• Record set

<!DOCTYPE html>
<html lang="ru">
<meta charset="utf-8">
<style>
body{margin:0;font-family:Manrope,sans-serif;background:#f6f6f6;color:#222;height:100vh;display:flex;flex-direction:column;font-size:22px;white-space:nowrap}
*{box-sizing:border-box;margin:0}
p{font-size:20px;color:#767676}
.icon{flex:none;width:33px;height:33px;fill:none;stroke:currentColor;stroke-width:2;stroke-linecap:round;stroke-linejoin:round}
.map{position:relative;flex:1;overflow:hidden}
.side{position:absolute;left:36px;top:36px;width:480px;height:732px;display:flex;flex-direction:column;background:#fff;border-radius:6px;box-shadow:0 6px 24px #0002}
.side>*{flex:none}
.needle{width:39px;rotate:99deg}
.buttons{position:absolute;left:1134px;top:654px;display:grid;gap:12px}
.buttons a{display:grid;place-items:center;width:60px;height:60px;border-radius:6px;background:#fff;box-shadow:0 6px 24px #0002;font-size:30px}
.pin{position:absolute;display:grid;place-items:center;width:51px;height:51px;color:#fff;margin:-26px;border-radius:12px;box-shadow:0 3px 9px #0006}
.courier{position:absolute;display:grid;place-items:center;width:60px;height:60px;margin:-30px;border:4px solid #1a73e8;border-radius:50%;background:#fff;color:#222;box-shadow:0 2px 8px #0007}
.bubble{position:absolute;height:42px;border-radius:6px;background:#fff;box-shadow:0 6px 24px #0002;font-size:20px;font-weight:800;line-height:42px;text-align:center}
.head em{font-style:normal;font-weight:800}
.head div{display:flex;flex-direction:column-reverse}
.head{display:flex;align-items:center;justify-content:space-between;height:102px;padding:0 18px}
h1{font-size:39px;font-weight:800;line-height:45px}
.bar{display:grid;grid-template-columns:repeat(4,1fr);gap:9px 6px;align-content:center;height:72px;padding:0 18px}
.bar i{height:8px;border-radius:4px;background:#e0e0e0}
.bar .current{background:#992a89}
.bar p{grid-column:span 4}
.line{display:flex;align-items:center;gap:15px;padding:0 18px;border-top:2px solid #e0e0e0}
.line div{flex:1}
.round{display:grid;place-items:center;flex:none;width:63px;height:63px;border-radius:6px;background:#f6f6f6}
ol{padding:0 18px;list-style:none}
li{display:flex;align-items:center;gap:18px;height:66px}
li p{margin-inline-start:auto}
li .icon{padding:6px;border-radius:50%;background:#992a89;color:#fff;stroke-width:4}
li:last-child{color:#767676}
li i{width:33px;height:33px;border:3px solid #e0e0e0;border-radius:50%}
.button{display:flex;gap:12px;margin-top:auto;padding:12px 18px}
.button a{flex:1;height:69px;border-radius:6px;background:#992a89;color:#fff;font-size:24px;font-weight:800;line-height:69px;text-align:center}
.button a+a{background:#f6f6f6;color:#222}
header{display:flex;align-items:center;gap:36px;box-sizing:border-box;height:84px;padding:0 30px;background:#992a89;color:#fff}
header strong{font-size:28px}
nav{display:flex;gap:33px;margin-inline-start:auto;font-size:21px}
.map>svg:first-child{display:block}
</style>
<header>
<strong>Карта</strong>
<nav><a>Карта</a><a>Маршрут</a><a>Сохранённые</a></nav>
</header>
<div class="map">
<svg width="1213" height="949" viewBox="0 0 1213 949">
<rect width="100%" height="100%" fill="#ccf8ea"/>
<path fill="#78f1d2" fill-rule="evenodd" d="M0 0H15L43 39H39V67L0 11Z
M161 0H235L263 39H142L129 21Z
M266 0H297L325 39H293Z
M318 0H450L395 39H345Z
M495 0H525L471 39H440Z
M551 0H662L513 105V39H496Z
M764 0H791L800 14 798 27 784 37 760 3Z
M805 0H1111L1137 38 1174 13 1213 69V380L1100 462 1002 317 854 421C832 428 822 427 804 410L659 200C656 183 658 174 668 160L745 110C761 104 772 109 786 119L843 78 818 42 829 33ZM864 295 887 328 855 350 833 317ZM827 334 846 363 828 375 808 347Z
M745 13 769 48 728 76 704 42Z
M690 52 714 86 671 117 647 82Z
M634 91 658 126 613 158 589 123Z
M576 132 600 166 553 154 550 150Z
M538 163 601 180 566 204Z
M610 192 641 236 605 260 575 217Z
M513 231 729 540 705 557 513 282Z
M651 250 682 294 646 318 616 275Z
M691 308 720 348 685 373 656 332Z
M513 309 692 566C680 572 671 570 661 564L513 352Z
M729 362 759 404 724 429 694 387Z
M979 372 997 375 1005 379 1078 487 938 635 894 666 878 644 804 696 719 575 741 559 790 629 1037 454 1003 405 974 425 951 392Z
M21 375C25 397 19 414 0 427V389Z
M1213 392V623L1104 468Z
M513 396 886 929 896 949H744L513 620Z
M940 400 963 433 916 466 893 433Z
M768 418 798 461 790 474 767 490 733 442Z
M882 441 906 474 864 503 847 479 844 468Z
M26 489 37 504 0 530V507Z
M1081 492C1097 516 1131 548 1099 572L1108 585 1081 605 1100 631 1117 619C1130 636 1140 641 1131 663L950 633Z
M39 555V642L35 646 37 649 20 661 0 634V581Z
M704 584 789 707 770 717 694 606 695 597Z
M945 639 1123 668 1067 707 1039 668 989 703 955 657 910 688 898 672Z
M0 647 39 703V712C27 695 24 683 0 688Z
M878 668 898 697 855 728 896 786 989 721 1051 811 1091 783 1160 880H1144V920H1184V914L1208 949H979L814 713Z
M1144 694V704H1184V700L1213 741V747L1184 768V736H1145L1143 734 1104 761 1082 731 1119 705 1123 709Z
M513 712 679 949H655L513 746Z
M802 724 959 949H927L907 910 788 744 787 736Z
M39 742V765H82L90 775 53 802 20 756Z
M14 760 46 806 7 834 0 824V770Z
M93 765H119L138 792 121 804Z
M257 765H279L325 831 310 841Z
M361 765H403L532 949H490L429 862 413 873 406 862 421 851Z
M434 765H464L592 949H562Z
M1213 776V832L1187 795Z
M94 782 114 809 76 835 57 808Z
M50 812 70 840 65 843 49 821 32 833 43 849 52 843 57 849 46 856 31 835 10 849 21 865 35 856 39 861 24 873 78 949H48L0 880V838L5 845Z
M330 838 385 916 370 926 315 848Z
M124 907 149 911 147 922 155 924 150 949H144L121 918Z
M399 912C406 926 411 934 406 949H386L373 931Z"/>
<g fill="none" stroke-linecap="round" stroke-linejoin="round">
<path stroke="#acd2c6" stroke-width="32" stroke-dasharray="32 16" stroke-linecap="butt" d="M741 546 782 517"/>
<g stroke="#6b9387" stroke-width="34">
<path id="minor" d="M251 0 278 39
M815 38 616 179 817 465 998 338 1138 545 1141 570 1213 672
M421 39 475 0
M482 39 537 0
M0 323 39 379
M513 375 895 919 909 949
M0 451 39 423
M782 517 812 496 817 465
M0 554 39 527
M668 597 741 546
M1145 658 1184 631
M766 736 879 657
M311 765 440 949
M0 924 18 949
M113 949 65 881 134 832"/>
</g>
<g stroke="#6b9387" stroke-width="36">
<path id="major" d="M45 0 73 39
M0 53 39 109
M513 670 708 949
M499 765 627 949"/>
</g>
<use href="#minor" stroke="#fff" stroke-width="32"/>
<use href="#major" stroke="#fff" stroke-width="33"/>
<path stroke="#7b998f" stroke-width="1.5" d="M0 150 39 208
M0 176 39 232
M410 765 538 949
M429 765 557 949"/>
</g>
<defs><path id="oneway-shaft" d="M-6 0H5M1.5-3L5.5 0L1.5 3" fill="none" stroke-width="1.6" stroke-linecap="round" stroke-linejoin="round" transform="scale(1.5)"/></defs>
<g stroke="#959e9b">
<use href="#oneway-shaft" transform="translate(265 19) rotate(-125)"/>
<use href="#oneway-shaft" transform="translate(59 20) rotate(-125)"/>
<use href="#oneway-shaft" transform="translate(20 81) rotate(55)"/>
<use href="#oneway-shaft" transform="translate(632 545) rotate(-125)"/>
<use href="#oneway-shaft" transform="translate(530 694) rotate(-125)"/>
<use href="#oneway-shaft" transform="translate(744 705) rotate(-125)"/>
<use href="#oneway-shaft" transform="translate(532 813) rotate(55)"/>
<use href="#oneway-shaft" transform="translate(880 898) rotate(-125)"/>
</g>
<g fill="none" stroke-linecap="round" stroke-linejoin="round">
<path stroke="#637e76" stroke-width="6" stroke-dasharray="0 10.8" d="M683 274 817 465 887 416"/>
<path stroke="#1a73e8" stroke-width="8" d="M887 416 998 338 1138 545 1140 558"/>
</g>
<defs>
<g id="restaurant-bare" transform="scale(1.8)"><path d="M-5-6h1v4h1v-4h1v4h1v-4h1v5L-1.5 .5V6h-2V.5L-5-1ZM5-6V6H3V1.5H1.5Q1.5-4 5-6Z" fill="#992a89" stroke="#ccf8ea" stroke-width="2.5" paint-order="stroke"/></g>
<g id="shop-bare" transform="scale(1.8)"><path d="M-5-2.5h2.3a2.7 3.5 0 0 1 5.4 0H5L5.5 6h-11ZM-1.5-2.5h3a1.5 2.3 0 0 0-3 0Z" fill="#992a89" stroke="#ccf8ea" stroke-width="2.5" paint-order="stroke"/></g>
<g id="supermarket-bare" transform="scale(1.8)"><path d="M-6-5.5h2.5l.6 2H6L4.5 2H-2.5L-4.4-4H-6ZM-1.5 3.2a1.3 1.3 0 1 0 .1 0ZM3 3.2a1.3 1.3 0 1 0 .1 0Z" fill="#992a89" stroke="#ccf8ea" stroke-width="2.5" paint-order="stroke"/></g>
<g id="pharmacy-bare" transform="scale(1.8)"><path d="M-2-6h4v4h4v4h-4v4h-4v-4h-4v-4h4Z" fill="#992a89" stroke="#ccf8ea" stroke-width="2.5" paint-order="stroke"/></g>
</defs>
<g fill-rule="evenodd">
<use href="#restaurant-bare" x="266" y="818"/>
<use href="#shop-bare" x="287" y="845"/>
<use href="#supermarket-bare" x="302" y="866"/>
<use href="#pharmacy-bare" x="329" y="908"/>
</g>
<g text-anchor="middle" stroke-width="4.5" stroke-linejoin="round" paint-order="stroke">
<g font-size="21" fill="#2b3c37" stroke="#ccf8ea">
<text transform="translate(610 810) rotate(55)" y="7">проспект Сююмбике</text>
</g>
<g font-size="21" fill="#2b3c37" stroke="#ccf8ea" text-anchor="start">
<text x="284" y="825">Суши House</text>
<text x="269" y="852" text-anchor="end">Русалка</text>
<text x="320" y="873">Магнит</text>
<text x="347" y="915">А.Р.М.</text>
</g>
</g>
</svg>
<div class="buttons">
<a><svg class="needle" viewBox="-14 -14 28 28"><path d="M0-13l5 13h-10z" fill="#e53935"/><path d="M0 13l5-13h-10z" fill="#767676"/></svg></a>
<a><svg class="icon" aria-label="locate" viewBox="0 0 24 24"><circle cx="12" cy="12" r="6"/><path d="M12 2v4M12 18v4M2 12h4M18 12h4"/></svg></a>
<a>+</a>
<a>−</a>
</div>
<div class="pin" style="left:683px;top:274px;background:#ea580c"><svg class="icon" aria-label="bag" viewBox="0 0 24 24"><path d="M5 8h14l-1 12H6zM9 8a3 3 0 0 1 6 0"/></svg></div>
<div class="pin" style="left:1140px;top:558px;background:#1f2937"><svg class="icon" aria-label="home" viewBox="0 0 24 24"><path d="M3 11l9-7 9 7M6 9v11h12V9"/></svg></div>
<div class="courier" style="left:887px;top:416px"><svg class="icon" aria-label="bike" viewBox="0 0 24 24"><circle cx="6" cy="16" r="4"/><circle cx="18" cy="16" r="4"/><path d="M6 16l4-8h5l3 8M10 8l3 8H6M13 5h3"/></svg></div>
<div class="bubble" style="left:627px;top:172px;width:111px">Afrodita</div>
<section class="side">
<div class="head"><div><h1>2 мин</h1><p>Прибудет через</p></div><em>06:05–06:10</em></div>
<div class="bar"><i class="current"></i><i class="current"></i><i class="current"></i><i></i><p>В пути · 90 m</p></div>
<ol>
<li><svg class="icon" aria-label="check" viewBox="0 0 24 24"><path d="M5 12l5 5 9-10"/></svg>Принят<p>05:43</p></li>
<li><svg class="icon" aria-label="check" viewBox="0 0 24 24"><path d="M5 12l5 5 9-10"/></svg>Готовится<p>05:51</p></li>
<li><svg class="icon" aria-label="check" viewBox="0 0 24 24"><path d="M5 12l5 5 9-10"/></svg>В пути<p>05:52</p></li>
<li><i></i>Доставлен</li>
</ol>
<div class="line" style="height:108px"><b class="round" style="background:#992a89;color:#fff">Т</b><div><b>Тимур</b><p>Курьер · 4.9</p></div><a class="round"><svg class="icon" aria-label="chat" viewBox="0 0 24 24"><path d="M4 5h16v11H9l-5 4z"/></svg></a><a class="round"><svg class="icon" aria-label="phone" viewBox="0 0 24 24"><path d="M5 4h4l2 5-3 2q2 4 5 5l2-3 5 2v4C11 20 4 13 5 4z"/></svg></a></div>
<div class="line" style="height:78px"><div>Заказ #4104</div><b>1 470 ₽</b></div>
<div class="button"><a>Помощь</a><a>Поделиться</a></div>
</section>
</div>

• What is required
Look through the entries for lines containing the word "rule" and return each one.

• Output
<path fill="#78f1d2" fill-rule="evenodd" d="M0 0H15L43 39H39V67L0 11Z
<g fill-rule="evenodd">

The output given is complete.